■ Task ■
Check every line below for the word "Woodberry" and copy each one that has it.

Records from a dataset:
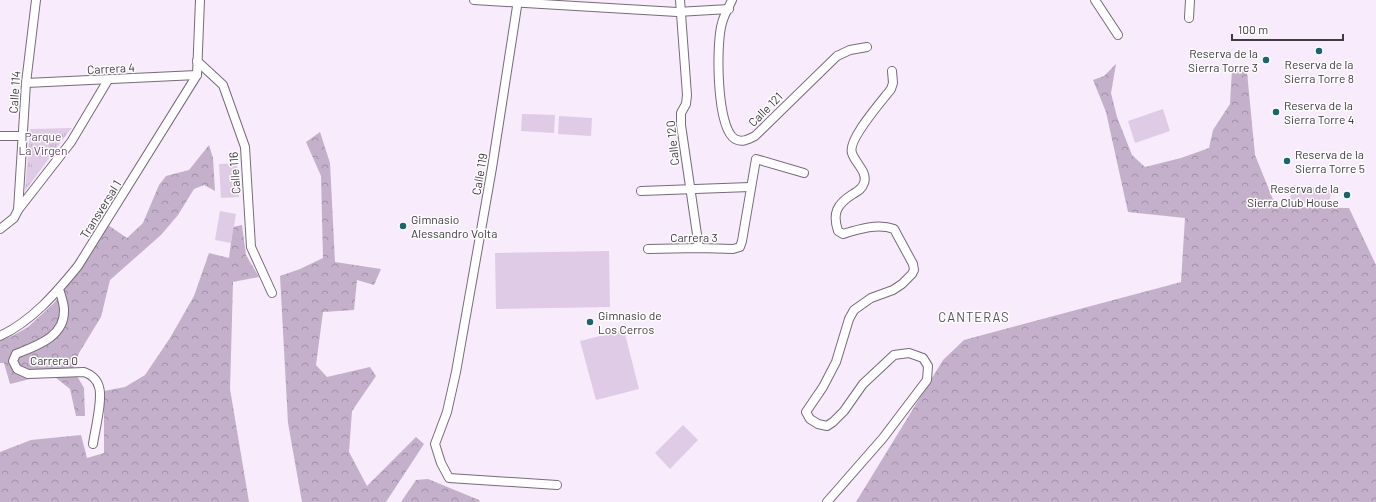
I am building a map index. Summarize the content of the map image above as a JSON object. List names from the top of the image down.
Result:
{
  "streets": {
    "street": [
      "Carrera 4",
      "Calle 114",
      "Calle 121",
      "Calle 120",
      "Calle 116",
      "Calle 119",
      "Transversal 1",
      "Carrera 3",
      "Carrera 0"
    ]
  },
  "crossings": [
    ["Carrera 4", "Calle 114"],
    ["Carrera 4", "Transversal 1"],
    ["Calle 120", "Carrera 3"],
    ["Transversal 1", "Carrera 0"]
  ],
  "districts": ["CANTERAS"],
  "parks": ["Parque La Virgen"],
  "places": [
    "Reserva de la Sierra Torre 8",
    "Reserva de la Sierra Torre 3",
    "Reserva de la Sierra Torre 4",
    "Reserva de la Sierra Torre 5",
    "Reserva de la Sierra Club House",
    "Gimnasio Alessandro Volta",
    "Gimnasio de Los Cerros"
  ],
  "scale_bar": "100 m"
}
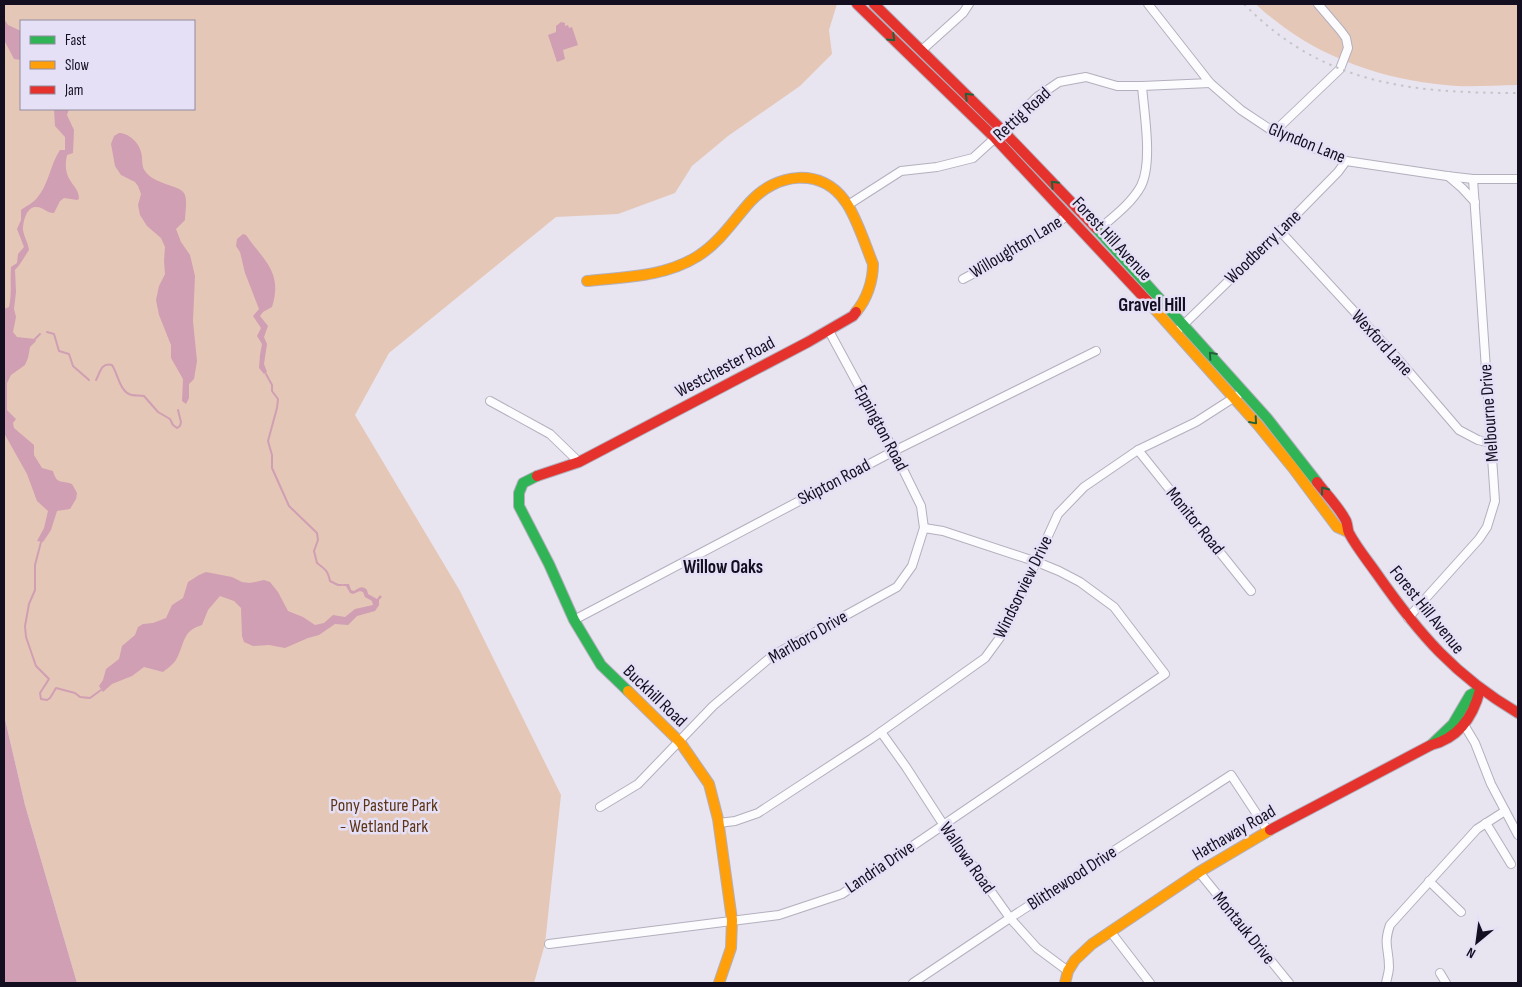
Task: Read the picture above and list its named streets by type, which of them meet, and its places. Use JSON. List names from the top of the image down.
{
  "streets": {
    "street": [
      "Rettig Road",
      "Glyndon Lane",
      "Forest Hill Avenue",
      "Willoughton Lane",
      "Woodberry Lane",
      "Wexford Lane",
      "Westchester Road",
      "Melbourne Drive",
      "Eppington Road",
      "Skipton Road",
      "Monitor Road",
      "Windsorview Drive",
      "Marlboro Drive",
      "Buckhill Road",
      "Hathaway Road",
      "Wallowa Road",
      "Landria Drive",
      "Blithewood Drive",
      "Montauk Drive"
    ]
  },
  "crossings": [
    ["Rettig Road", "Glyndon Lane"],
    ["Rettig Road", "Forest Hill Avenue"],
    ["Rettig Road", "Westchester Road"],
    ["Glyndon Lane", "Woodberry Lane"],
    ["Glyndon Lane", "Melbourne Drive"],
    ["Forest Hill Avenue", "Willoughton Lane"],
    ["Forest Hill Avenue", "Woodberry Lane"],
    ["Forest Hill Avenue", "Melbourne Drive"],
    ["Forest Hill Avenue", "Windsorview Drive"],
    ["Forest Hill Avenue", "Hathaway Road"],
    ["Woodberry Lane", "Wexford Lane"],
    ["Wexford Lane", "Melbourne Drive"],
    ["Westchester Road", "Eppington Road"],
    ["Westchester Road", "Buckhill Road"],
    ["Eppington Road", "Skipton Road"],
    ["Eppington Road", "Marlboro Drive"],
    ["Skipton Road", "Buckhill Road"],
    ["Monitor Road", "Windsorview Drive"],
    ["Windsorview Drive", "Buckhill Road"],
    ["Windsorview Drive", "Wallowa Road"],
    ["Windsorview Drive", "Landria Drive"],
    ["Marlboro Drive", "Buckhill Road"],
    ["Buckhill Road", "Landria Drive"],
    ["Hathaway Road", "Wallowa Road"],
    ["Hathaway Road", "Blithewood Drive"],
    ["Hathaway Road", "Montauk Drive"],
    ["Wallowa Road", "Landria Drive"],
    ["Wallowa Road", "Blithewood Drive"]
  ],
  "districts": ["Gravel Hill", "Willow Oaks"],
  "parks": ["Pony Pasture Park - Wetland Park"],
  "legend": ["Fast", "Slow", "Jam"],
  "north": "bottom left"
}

■ Answer for this exercise ■
      "Woodberry Lane",
    ["Glyndon Lane", "Woodberry Lane"],
    ["Forest Hill Avenue", "Woodberry Lane"],
    ["Woodberry Lane", "Wexford Lane"],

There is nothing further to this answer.